[EXTRACTED RECORDS — start]
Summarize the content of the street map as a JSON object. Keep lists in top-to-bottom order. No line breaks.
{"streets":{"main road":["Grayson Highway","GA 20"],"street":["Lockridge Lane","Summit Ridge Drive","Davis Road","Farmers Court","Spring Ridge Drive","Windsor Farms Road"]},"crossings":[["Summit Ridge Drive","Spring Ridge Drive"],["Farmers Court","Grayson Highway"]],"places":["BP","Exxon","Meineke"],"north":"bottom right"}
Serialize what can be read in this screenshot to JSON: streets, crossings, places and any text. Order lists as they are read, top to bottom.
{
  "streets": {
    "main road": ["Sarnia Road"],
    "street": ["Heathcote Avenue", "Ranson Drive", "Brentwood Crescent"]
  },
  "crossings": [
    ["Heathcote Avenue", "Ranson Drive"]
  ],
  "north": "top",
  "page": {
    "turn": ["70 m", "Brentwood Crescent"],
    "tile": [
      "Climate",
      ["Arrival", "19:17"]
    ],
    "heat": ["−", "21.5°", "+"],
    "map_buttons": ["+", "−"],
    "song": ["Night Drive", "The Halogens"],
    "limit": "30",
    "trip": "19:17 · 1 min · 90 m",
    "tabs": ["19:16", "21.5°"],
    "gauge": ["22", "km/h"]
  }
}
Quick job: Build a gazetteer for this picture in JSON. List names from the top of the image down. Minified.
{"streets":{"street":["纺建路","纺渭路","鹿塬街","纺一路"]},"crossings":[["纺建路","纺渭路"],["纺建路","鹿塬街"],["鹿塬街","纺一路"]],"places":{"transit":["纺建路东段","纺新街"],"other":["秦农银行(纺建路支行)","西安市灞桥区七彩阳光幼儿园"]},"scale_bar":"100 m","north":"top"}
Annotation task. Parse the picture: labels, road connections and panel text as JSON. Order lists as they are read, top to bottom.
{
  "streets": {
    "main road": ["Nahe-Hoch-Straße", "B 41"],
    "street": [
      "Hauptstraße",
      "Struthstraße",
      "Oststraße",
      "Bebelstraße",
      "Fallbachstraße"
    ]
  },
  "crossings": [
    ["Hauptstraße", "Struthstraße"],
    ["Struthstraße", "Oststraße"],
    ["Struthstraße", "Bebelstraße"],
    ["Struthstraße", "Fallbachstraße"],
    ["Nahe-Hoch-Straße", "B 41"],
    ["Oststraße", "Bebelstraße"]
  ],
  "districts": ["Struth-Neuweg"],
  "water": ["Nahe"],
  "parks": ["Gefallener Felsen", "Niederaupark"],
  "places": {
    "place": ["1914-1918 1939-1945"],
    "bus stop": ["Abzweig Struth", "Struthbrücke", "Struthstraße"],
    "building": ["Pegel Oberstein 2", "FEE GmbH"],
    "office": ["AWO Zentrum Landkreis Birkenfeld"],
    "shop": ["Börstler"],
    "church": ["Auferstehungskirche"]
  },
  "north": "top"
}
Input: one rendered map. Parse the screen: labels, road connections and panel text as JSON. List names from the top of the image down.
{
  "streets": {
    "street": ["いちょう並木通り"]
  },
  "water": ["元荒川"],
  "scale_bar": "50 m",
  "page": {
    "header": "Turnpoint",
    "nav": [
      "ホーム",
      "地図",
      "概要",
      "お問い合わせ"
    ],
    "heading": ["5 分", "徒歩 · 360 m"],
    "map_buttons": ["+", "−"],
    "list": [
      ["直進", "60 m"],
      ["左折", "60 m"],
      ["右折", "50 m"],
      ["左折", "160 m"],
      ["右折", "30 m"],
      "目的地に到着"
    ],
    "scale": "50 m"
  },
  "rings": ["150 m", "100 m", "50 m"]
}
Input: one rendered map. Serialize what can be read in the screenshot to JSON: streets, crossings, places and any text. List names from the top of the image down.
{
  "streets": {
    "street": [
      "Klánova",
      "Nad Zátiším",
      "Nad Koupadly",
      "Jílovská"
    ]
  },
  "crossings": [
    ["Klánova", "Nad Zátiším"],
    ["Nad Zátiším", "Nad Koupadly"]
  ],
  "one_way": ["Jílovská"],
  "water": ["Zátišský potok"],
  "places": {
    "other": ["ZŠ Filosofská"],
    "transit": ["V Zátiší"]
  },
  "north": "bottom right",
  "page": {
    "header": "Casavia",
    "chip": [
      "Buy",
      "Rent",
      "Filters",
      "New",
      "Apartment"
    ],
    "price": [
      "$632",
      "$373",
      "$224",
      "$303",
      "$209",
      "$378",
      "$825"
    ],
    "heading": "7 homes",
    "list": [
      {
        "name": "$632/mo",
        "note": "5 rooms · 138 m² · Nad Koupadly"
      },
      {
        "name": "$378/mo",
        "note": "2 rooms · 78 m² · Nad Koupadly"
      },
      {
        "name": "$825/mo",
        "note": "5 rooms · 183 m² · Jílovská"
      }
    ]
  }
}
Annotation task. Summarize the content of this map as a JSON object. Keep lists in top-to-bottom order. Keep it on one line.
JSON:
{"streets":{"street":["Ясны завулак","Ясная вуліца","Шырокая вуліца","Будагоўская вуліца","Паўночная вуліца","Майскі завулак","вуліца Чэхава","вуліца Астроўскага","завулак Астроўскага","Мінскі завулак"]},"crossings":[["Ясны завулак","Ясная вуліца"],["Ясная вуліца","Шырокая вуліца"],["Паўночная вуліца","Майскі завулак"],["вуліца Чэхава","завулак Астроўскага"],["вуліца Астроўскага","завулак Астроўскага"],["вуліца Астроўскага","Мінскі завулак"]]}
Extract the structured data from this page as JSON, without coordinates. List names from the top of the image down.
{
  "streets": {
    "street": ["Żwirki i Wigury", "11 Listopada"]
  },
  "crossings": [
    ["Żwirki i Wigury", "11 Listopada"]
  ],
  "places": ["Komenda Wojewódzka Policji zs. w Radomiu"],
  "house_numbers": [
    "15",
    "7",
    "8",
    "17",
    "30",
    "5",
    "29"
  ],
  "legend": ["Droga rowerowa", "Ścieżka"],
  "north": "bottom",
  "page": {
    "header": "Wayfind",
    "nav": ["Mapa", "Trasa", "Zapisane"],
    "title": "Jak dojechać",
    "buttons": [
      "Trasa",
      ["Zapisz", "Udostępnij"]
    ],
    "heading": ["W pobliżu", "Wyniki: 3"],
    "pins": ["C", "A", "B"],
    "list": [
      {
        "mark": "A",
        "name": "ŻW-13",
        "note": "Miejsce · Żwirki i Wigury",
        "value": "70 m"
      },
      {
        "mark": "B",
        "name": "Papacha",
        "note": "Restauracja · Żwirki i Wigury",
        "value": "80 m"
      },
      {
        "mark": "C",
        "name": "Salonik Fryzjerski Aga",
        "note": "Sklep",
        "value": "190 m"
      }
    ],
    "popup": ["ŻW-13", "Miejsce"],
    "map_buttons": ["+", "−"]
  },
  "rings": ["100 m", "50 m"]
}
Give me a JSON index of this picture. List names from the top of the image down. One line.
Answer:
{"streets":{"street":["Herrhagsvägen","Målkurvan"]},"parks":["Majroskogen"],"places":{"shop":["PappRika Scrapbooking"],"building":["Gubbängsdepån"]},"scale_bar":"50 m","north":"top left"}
[EXTRACTED RECORDS — finish]
ABOUT THIS EXERCISE |
Extract every line above exactly as it stands.

SOLVED PROBLEM |
Summarize the content of the street map as a JSON object. Keep lists in top-to-bottom order. No line breaks.
{"streets":{"main road":["Grayson Highway","GA 20"],"street":["Lockridge Lane","Summit Ridge Drive","Davis Road","Farmers Court","Spring Ridge Drive","Windsor Farms Road"]},"crossings":[["Summit Ridge Drive","Spring Ridge Drive"],["Farmers Court","Grayson Highway"]],"places":["BP","Exxon","Meineke"],"north":"bottom right"}
Serialize what can be read in this screenshot to JSON: streets, crossings, places and any text. Order lists as they are read, top to bottom.
{
  "streets": {
    "main road": ["Sarnia Road"],
    "street": ["Heathcote Avenue", "Ranson Drive", "Brentwood Crescent"]
  },
  "crossings": [
    ["Heathcote Avenue", "Ranson Drive"]
  ],
  "north": "top",
  "page": {
    "turn": ["70 m", "Brentwood Crescent"],
    "tile": [
      "Climate",
      ["Arrival", "19:17"]
    ],
    "heat": ["−", "21.5°", "+"],
    "map_buttons": ["+", "−"],
    "song": ["Night Drive", "The Halogens"],
    "limit": "30",
    "trip": "19:17 · 1 min · 90 m",
    "tabs": ["19:16", "21.5°"],
    "gauge": ["22", "km/h"]
  }
}
Quick job: Build a gazetteer for this picture in JSON. List names from the top of the image down. Minified.
{"streets":{"street":["纺建路","纺渭路","鹿塬街","纺一路"]},"crossings":[["纺建路","纺渭路"],["纺建路","鹿塬街"],["鹿塬街","纺一路"]],"places":{"transit":["纺建路东段","纺新街"],"other":["秦农银行(纺建路支行)","西安市灞桥区七彩阳光幼儿园"]},"scale_bar":"100 m","north":"top"}
Annotation task. Parse the picture: labels, road connections and panel text as JSON. Order lists as they are read, top to bottom.
{
  "streets": {
    "main road": ["Nahe-Hoch-Straße", "B 41"],
    "street": [
      "Hauptstraße",
      "Struthstraße",
      "Oststraße",
      "Bebelstraße",
      "Fallbachstraße"
    ]
  },
  "crossings": [
    ["Hauptstraße", "Struthstraße"],
    ["Struthstraße", "Oststraße"],
    ["Struthstraße", "Bebelstraße"],
    ["Struthstraße", "Fallbachstraße"],
    ["Nahe-Hoch-Straße", "B 41"],
    ["Oststraße", "Bebelstraße"]
  ],
  "districts": ["Struth-Neuweg"],
  "water": ["Nahe"],
  "parks": ["Gefallener Felsen", "Niederaupark"],
  "places": {
    "place": ["1914-1918 1939-1945"],
    "bus stop": ["Abzweig Struth", "Struthbrücke", "Struthstraße"],
    "building": ["Pegel Oberstein 2", "FEE GmbH"],
    "office": ["AWO Zentrum Landkreis Birkenfeld"],
    "shop": ["Börstler"],
    "church": ["Auferstehungskirche"]
  },
  "north": "top"
}
Input: one rendered map. Parse the screen: labels, road connections and panel text as JSON. List names from the top of the image down.
{
  "streets": {
    "street": ["いちょう並木通り"]
  },
  "water": ["元荒川"],
  "scale_bar": "50 m",
  "page": {
    "header": "Turnpoint",
    "nav": [
      "ホーム",
      "地図",
      "概要",
      "お問い合わせ"
    ],
    "heading": ["5 分", "徒歩 · 360 m"],
    "map_buttons": ["+", "−"],
    "list": [
      ["直進", "60 m"],
      ["左折", "60 m"],
      ["右折", "50 m"],
      ["左折", "160 m"],
      ["右折", "30 m"],
      "目的地に到着"
    ],
    "scale": "50 m"
  },
  "rings": ["150 m", "100 m", "50 m"]
}
Input: one rendered map. Serialize what can be read in the screenshot to JSON: streets, crossings, places and any text. List names from the top of the image down.
{
  "streets": {
    "street": [
      "Klánova",
      "Nad Zátiším",
      "Nad Koupadly",
      "Jílovská"
    ]
  },
  "crossings": [
    ["Klánova", "Nad Zátiším"],
    ["Nad Zátiším", "Nad Koupadly"]
  ],
  "one_way": ["Jílovská"],
  "water": ["Zátišský potok"],
  "places": {
    "other": ["ZŠ Filosofská"],
    "transit": ["V Zátiší"]
  },
  "north": "bottom right",
  "page": {
    "header": "Casavia",
    "chip": [
      "Buy",
      "Rent",
      "Filters",
      "New",
      "Apartment"
    ],
    "price": [
      "$632",
      "$373",
      "$224",
      "$303",
      "$209",
      "$378",
      "$825"
    ],
    "heading": "7 homes",
    "list": [
      {
        "name": "$632/mo",
        "note": "5 rooms · 138 m² · Nad Koupadly"
      },
      {
        "name": "$378/mo",
        "note": "2 rooms · 78 m² · Nad Koupadly"
      },
      {
        "name": "$825/mo",
        "note": "5 rooms · 183 m² · Jílovská"
      }
    ]
  }
}
Annotation task. Summarize the content of this map as a JSON object. Keep lists in top-to-bottom order. Keep it on one line.
JSON:
{"streets":{"street":["Ясны завулак","Ясная вуліца","Шырокая вуліца","Будагоўская вуліца","Паўночная вуліца","Майскі завулак","вуліца Чэхава","вуліца Астроўскага","завулак Астроўскага","Мінскі завулак"]},"crossings":[["Ясны завулак","Ясная вуліца"],["Ясная вуліца","Шырокая вуліца"],["Паўночная вуліца","Майскі завулак"],["вуліца Чэхава","завулак Астроўскага"],["вуліца Астроўскага","завулак Астроўскага"],["вуліца Астроўскага","Мінскі завулак"]]}
Extract the structured data from this page as JSON, without coordinates. List names from the top of the image down.
{
  "streets": {
    "street": ["Żwirki i Wigury", "11 Listopada"]
  },
  "crossings": [
    ["Żwirki i Wigury", "11 Listopada"]
  ],
  "places": ["Komenda Wojewódzka Policji zs. w Radomiu"],
  "house_numbers": [
    "15",
    "7",
    "8",
    "17",
    "30",
    "5",
    "29"
  ],
  "legend": ["Droga rowerowa", "Ścieżka"],
  "north": "bottom",
  "page": {
    "header": "Wayfind",
    "nav": ["Mapa", "Trasa", "Zapisane"],
    "title": "Jak dojechać",
    "buttons": [
      "Trasa",
      ["Zapisz", "Udostępnij"]
    ],
    "heading": ["W pobliżu", "Wyniki: 3"],
    "pins": ["C", "A", "B"],
    "list": [
      {
        "mark": "A",
        "name": "ŻW-13",
        "note": "Miejsce · Żwirki i Wigury",
        "value": "70 m"
      },
      {
        "mark": "B",
        "name": "Papacha",
        "note": "Restauracja · Żwirki i Wigury",
        "value": "80 m"
      },
      {
        "mark": "C",
        "name": "Salonik Fryzjerski Aga",
        "note": "Sklep",
        "value": "190 m"
      }
    ],
    "popup": ["ŻW-13", "Miejsce"],
    "map_buttons": ["+", "−"]
  },
  "rings": ["100 m", "50 m"]
}
Give me a JSON index of this picture. List names from the top of the image down. One line.
Answer:
{"streets":{"street":["Herrhagsvägen","Målkurvan"]},"parks":["Majroskogen"],"places":{"shop":["PappRika Scrapbooking"],"building":["Gubbängsdepån"]},"scale_bar":"50 m","north":"top left"}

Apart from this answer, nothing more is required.